» **Task requirements**:
Write out exactly the lines from the start of the entries through the one that contains "width:72px; height:72px; display:grid;", including both.
*** Task inputs
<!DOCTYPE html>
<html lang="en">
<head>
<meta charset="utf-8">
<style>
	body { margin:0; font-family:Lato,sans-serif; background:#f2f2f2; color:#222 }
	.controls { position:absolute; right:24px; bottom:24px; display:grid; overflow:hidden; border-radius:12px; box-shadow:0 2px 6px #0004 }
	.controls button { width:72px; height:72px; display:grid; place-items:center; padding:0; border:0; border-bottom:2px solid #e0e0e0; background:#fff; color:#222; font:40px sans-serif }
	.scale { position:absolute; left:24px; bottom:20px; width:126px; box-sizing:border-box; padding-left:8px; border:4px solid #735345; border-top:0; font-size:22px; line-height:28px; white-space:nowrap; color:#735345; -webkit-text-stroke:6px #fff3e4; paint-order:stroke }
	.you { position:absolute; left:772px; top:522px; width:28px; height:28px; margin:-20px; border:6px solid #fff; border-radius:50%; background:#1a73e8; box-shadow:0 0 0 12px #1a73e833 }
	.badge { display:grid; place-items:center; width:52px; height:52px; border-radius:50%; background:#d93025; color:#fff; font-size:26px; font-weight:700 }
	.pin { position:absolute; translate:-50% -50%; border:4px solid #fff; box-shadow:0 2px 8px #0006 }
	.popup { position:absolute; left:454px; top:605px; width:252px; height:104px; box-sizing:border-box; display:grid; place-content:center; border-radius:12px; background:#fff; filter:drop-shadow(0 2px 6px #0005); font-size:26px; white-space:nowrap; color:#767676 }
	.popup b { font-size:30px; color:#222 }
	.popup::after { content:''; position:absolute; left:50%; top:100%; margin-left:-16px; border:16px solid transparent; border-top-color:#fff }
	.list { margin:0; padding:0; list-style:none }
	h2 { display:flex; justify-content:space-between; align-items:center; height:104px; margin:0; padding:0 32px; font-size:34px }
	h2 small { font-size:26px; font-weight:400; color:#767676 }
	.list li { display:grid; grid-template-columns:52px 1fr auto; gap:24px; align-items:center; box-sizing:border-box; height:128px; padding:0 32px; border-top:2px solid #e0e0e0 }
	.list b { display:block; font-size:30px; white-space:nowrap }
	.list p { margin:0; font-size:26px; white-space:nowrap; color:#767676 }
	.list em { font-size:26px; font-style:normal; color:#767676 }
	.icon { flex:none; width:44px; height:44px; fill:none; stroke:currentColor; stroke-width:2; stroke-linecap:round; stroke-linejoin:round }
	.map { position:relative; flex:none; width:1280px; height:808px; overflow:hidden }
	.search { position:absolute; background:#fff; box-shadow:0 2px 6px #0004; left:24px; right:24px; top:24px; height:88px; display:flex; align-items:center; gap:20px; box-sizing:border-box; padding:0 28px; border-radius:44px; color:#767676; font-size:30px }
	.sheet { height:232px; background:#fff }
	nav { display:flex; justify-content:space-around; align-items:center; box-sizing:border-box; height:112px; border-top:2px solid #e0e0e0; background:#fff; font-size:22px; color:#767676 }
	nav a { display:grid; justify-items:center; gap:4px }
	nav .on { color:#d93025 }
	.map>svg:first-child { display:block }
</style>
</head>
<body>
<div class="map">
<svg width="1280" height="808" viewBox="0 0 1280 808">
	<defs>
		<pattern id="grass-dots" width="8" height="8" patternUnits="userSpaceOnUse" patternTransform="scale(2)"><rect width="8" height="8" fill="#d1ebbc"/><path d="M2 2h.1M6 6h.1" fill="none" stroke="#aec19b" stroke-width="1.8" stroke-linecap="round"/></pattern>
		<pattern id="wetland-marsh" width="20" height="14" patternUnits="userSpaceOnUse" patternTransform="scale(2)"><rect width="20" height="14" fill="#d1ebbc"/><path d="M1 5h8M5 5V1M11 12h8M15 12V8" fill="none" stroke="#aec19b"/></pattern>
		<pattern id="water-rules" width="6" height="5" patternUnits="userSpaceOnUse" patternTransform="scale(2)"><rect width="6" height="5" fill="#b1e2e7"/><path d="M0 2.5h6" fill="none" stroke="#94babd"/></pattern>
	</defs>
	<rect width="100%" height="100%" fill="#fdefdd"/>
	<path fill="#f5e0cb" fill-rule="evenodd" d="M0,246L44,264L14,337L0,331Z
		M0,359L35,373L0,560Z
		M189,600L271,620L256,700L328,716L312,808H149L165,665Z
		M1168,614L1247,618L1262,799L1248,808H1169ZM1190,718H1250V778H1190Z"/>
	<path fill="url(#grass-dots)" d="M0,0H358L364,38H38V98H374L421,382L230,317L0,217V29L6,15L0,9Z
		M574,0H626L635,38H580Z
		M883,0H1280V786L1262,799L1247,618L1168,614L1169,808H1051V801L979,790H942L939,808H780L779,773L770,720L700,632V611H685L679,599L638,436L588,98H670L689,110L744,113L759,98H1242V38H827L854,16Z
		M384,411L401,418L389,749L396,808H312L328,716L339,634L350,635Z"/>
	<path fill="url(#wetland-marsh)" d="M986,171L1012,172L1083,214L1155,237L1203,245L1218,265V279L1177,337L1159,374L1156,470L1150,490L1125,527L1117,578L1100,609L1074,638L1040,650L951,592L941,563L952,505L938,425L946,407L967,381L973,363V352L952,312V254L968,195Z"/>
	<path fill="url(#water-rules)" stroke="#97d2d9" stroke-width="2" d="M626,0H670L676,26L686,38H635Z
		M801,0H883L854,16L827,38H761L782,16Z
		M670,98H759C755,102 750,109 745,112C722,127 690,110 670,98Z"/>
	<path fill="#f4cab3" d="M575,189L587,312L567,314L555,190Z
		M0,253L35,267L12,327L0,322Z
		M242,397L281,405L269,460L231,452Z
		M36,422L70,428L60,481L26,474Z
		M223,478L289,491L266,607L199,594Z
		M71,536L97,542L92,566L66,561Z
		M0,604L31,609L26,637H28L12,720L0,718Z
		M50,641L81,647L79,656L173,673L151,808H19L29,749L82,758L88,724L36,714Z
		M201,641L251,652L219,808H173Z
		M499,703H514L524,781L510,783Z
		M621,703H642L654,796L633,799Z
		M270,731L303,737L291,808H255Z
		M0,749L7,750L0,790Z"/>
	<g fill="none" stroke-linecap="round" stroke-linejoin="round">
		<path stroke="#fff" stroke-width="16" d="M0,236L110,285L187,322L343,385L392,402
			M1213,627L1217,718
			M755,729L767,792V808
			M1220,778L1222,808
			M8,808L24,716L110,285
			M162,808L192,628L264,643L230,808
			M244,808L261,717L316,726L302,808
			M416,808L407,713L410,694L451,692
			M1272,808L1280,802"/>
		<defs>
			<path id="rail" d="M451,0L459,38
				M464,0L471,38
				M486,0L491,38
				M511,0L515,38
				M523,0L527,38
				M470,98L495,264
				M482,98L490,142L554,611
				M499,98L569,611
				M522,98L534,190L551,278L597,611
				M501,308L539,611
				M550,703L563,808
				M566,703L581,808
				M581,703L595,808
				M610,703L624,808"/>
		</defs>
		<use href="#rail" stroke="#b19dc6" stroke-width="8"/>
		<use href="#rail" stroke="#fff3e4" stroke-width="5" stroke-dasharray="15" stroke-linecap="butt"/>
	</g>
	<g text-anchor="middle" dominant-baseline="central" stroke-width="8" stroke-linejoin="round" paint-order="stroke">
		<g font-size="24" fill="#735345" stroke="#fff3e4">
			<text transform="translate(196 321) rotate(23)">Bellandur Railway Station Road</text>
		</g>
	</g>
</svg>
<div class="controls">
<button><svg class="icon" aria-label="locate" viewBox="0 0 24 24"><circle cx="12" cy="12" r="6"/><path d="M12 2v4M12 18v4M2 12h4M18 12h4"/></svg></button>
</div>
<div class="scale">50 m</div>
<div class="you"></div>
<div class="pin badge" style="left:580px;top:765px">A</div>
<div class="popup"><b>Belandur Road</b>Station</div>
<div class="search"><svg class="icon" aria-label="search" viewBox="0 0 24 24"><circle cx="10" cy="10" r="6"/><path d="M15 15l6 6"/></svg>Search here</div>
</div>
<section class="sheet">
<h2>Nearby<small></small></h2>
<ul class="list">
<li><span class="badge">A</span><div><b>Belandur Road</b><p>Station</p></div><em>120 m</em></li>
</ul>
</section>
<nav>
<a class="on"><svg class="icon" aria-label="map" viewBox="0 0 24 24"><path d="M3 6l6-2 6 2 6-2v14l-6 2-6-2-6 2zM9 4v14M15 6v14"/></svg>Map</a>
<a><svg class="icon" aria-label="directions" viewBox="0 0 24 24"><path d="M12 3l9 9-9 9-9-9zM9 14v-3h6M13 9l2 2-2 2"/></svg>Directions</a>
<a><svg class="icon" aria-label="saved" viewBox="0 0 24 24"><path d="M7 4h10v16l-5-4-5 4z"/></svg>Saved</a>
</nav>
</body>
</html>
******
» **Answer to this exercise**:
<!DOCTYPE html>
<html lang="en">
<head>
<meta charset="utf-8">
<style>
	body { margin:0; font-family:Lato,sans-serif; background:#f2f2f2; color:#222 }
	.controls { position:absolute; right:24px; bottom:24px; display:grid; overflow:hidden; border-radius:12px; box-shadow:0 2px 6px #0004 }
	.controls button { width:72px; height:72px; display:grid; place-items:center; padding:0; border:0; border-bottom:2px solid #e0e0e0; background:#fff; color:#222; font:40px sans-serif }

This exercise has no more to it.